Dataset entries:

---

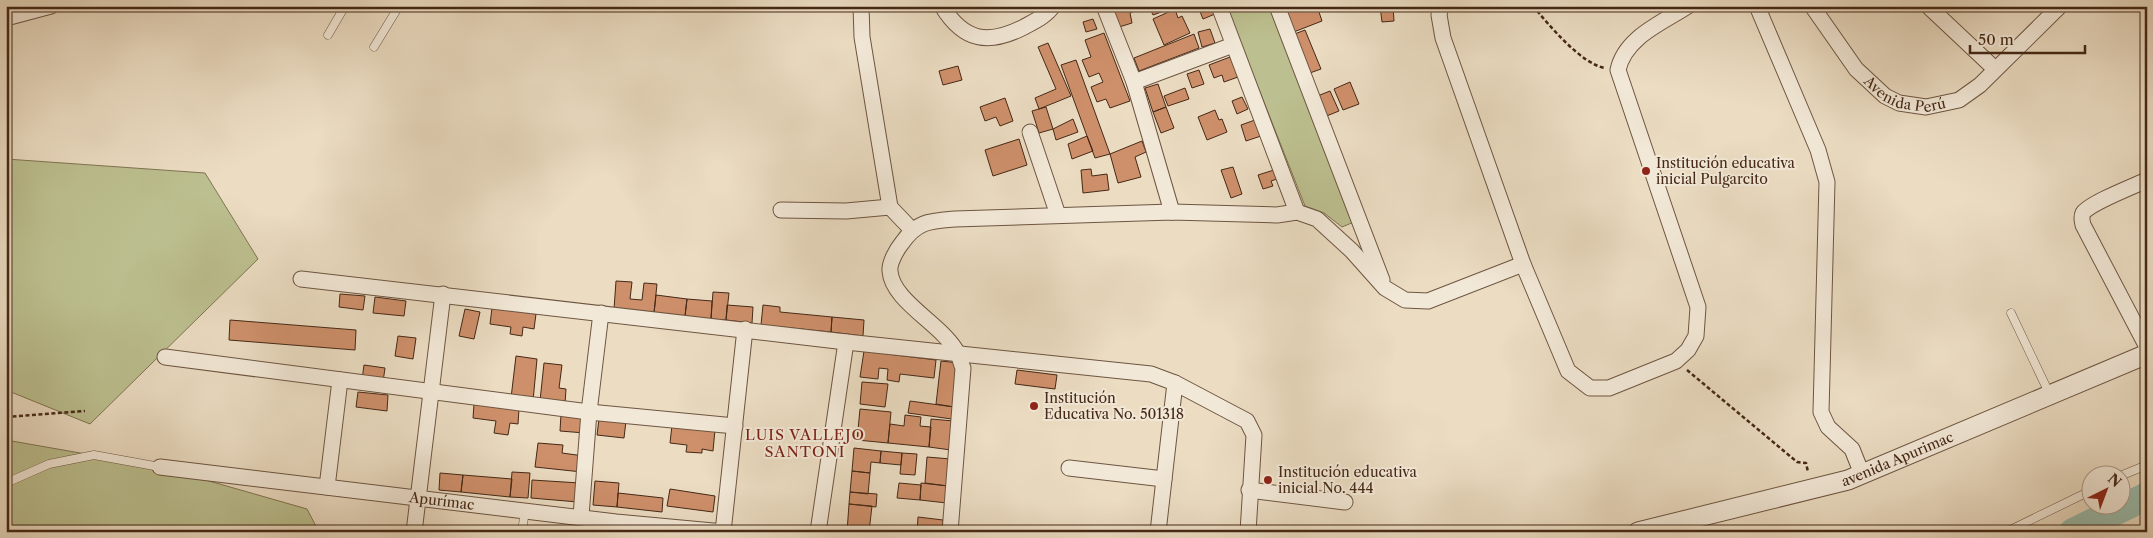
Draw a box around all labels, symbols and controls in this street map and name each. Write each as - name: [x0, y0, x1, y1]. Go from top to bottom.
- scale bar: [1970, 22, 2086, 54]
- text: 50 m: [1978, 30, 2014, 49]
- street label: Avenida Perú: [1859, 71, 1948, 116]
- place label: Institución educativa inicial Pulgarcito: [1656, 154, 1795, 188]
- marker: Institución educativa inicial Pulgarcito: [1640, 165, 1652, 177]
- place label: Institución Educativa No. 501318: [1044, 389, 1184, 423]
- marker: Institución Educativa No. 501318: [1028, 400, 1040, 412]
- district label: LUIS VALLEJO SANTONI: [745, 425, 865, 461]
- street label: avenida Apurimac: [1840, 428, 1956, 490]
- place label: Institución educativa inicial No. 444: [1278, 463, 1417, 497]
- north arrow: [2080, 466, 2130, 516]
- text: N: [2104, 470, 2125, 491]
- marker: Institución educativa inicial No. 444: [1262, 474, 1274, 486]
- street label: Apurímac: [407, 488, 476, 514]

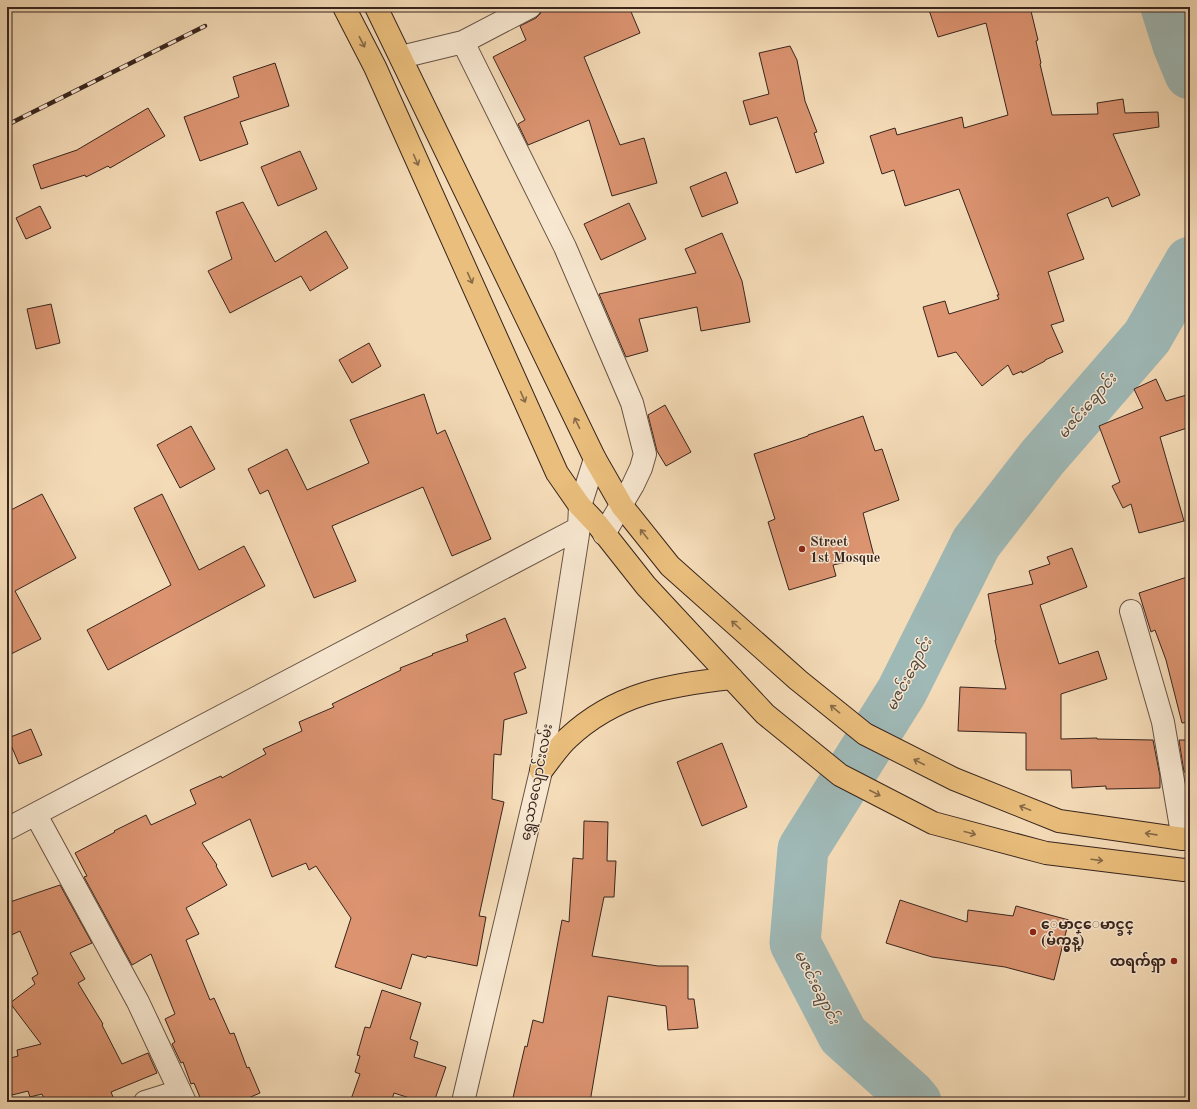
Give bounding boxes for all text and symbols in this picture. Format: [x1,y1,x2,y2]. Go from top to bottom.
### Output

---

- [TASK DIRECTIONS]:
When copying the records, reproduce every entry exactly and omit all pictures.

- [RESPONSE TO THIS EXERCISE]:
Draw a box around all labels, symbols and controls in this street map and name each. Write each as - name: [x0, y0, x1, y1]. Go from top to bottom.
- scale bar: [1970, 22, 2086, 54]
- text: 50 m: [1978, 30, 2014, 49]
- street label: Avenida Perú: [1859, 71, 1948, 116]
- place label: Institución educativa inicial Pulgarcito: [1656, 154, 1795, 188]
- marker: Institución educativa inicial Pulgarcito: [1640, 165, 1652, 177]
- place label: Institución Educativa No. 501318: [1044, 389, 1184, 423]
- marker: Institución Educativa No. 501318: [1028, 400, 1040, 412]
- district label: LUIS VALLEJO SANTONI: [745, 425, 865, 461]
- street label: avenida Apurimac: [1840, 428, 1956, 490]
- place label: Institución educativa inicial No. 444: [1278, 463, 1417, 497]
- north arrow: [2080, 466, 2130, 516]
- text: N: [2104, 470, 2125, 491]
- marker: Institución educativa inicial No. 444: [1262, 474, 1274, 486]
- street label: Apurímac: [407, 488, 476, 514]

Give bounding boxes for all text and symbols in this picture. Format: [x1,y1,x2,y2]. Go from top to bottom.
### Output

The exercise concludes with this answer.